Supplied entries
□ □ □ □

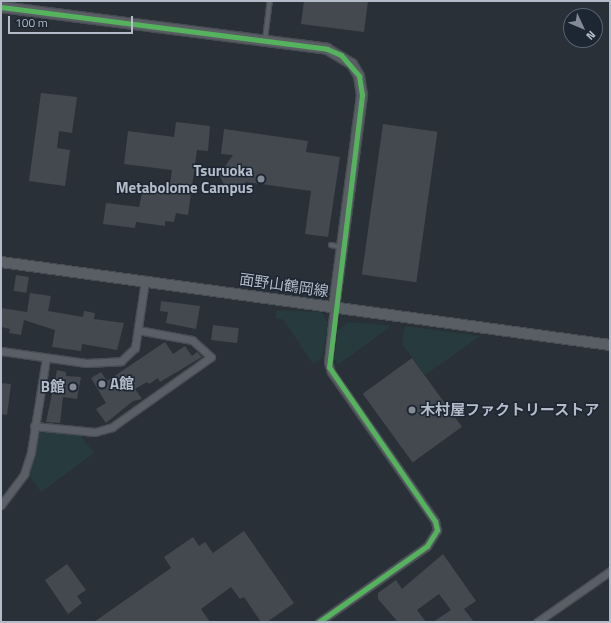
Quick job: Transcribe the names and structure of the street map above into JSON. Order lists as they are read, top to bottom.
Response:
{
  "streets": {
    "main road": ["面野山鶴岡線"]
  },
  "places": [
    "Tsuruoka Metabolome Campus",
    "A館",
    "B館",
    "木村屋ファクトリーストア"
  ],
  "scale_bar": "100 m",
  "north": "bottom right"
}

□ □ □ □

Description of the task
Write out the material above once more, exactly as it reads, with no pictures.

Task result
Quick job: Transcribe the names and structure of the street map above into JSON. Order lists as they are read, top to bottom.
Response:
{
  "streets": {
    "main road": ["面野山鶴岡線"]
  },
  "places": [
    "Tsuruoka Metabolome Campus",
    "A館",
    "B館",
    "木村屋ファクトリーストア"
  ],
  "scale_bar": "100 m",
  "north": "bottom right"
}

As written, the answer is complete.